-- Task input follows --

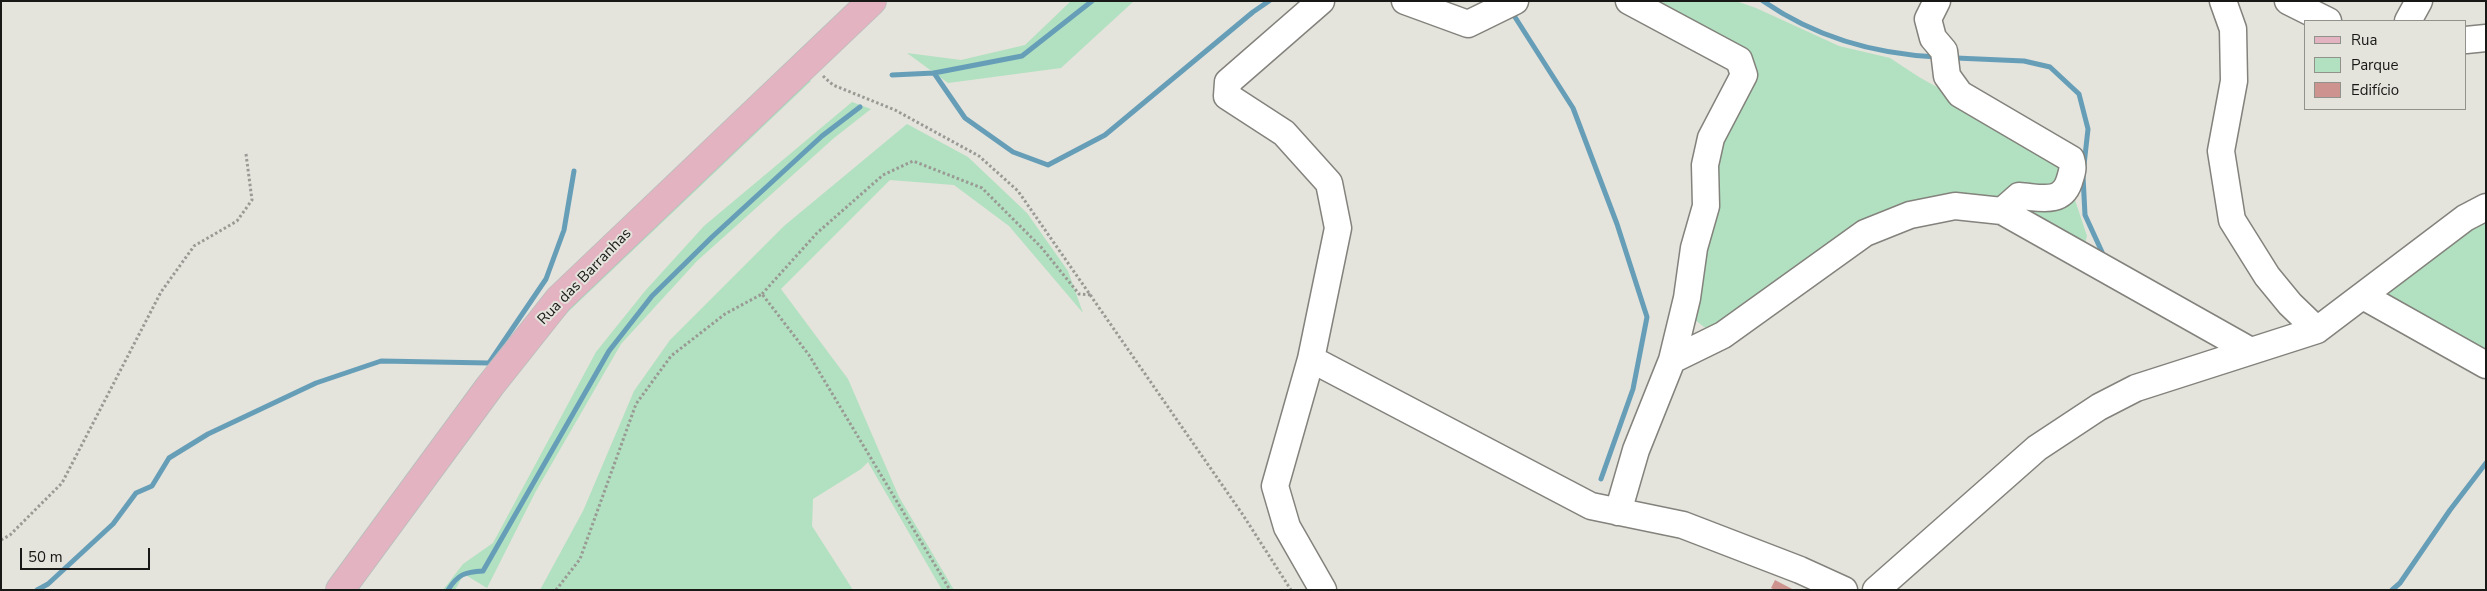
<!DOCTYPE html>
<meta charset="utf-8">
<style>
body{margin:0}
#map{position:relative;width:2487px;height:591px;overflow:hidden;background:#e4e3dc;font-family:"Nunito Sans",sans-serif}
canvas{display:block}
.frame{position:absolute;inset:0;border:2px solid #181816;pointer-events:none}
.legend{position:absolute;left:2304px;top:20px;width:162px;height:90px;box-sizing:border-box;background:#e4e3dc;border:1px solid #92928d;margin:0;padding:6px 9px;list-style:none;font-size:15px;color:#181816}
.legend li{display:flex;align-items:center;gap:10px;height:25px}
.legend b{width:25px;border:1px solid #92928d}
.scale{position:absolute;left:20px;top:548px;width:130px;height:22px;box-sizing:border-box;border:2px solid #181816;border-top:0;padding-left:6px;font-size:15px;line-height:18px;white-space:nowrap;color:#181816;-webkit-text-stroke:4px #e4e3dc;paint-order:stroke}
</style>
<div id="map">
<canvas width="2487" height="591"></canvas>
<div class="frame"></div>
<ul class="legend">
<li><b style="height:6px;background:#e4b3c1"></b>Rua</li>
<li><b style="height:14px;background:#b1e1c0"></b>Parque</li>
<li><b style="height:14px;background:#cd948f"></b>Edifício</li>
</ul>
<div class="scale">50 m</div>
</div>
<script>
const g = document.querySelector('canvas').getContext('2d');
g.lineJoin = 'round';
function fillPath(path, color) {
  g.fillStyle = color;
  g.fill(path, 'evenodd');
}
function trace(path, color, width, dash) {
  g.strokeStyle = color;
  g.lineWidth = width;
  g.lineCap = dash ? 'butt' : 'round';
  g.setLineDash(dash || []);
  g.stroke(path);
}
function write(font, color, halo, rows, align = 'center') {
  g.font = font + ' "Nunito Sans",sans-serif';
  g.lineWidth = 4;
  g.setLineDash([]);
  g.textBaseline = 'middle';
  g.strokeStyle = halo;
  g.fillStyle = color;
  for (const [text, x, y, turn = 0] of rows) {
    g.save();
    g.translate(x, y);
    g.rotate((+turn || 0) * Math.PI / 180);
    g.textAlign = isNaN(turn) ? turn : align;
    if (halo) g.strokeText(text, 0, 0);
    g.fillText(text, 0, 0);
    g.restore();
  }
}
fillPath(new Path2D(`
 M 1071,1 L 1134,1 L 1061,68 L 948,83 L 907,53 L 961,60 L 1025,45 Z
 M 1639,1 L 1736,1 L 1756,8 L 1839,46 L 1890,58 L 1919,77 L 2066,160 L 2064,179 L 2002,207 L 1894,218 L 1720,331 L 1704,327 L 1694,319 L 1708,181 L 1747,78 Z
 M 805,77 L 811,81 L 568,312 L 506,381 L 563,309 Z
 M 852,102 L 871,109 L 834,138 L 697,261 L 621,344 L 536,491 L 487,588 L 464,574 L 455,590 L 443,590 L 463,564 L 493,543 L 596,352 L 645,291 L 704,226 Z
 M 907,124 L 968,157 L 1027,213 L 1068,271 L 1083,313 L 1009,226 L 954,185 L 890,180 L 781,289 L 848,379 L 899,497 L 954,590 L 942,590 L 868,462 L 861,469 L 813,499 L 812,526 L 853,590 L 540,590 L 583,511 L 634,391 L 670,340 L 784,226 Z
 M 2074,197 L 2087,236 L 2084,247 L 2014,205 Z
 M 2486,214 L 2486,362 L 2381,304 L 2393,285 Z`), '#b1e1c0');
trace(new Path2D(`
 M 1763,1 C 1815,37 1874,54 1937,57
 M 1513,14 L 1573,108 L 1617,224 L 1647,317 L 1633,389 L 1601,479
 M 1956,58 L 2024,61 L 2050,67 L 2079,94 L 2088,129 L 2084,165
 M 934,73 L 965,118 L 1013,152 L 1048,165 L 1105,135 L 1253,12 L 1269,1
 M 892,75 L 934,73 L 1022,56 L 1092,1
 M 2083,176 L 2085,215 L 2102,252
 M 37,590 L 48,584 L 113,524 L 136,493 L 152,486 L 169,458 L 208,434 L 316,383 L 381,361 L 489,363 L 546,279 L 564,230 L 574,171
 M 448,590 C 458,574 465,572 483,571 L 609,351 L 652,296 L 712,237 L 822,136 L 860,107
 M 2392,590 L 2400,583 L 2450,510 L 2486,463`), '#669eb8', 5);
fillPath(new Path2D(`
 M 1775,580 L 1794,590 L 1775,590 L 1771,588 Z`), '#cd948f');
const minor = new Path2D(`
 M 1321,1 L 1228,82 L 1227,96 L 1284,133 L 1329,183 L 1338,228 L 1311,359 L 1275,486 L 1287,527 L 1323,590
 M 1405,1 L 1468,24 L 1515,1
 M 1937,1 L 1928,19 L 1933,38 L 1944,51 L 1947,76 L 1960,94 L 2071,159 C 2074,168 2072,172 2069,182 C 2061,205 2039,197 2019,196 L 2002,211
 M 2223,1 L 2233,29 L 2234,81 L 2221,151 L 2232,220 L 2267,276 L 2290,304 L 2317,330
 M 2288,1 L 2328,21
 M 2408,21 L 2419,1
 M 2466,40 L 2486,38
 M 2363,296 L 2486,365
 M 1311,359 L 1591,506 L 1683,525 L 1800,570 L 1844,590
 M 1672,360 L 1723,335 L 1865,233 L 1910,215 L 1955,206 L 2002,211 L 2249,350
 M 1618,512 L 1636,450 L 1672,360 L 1687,298 L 1694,248 L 1706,206 L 1705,165 L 1711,138 L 1744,75 L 1739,60 L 1629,1
 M 1876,590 L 2037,448 L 2099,407 L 2136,388 L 2317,330 L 2465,218 L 2486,207`);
const major = new Path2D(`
 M 340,590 L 490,386 L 559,299 L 872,1`);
trace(minor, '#83827c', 29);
trace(major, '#bebebe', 30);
trace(new Path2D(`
 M 823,76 L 833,85 L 895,110 L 979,156 L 1018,191 L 1243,515 L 1291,590
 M 762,294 L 817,233 L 883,175 L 913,161 L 982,188 L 1041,247 L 1079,294 L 1093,295
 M 1,540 L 10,535 L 62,483 L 161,292 L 194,246 L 237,221 L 252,200 L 246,154
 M 556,590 L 580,559 L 636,404 L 671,356 L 725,314 L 762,294 L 809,355 L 950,590`), '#9a9a95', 3, [2.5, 2.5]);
trace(minor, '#fff', 26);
trace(major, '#e4b3c1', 28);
write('15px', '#181816', '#e4e3dc', [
 ["Rua das Barranhas",585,277,-46]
]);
</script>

-- Task input concluded --

** What is being asked **
For this exercise, repeat exactly the lines of the data above from the one with "g.lineCap = dash ? 'butt' : 'round';" down to the one with "M 1956,58 L", both end lines included.

** Task solution **
  g.lineCap = dash ? 'butt' : 'round';
  g.setLineDash(dash || []);
  g.stroke(path);
}
function write(font, color, halo, rows, align = 'center') {
  g.font = font + ' "Nunito Sans",sans-serif';
  g.lineWidth = 4;
  g.setLineDash([]);
  g.textBaseline = 'middle';
  g.strokeStyle = halo;
  g.fillStyle = color;
  for (const [text, x, y, turn = 0] of rows) {
    g.save();
    g.translate(x, y);
    g.rotate((+turn || 0) * Math.PI / 180);
    g.textAlign = isNaN(turn) ? turn : align;
    if (halo) g.strokeText(text, 0, 0);
    g.fillText(text, 0, 0);
    g.restore();
  }
}
fillPath(new Path2D(`
 M 1071,1 L 1134,1 L 1061,68 L 948,83 L 907,53 L 961,60 L 1025,45 Z
 M 1639,1 L 1736,1 L 1756,8 L 1839,46 L 1890,58 L 1919,77 L 2066,160 L 2064,179 L 2002,207 L 1894,218 L 1720,331 L 1704,327 L 1694,319 L 1708,181 L 1747,78 Z
 M 805,77 L 811,81 L 568,312 L 506,381 L 563,309 Z
 M 852,102 L 871,109 L 834,138 L 697,261 L 621,344 L 536,491 L 487,588 L 464,574 L 455,590 L 443,590 L 463,564 L 493,543 L 596,352 L 645,291 L 704,226 Z
 M 907,124 L 968,157 L 1027,213 L 1068,271 L 1083,313 L 1009,226 L 954,185 L 890,180 L 781,289 L 848,379 L 899,497 L 954,590 L 942,590 L 868,462 L 861,469 L 813,499 L 812,526 L 853,590 L 540,590 L 583,511 L 634,391 L 670,340 L 784,226 Z
 M 2074,197 L 2087,236 L 2084,247 L 2014,205 Z
 M 2486,214 L 2486,362 L 2381,304 L 2393,285 Z`), '#b1e1c0');
trace(new Path2D(`
 M 1763,1 C 1815,37 1874,54 1937,57
 M 1513,14 L 1573,108 L 1617,224 L 1647,317 L 1633,389 L 1601,479
 M 1956,58 L 2024,61 L 2050,67 L 2079,94 L 2088,129 L 2084,165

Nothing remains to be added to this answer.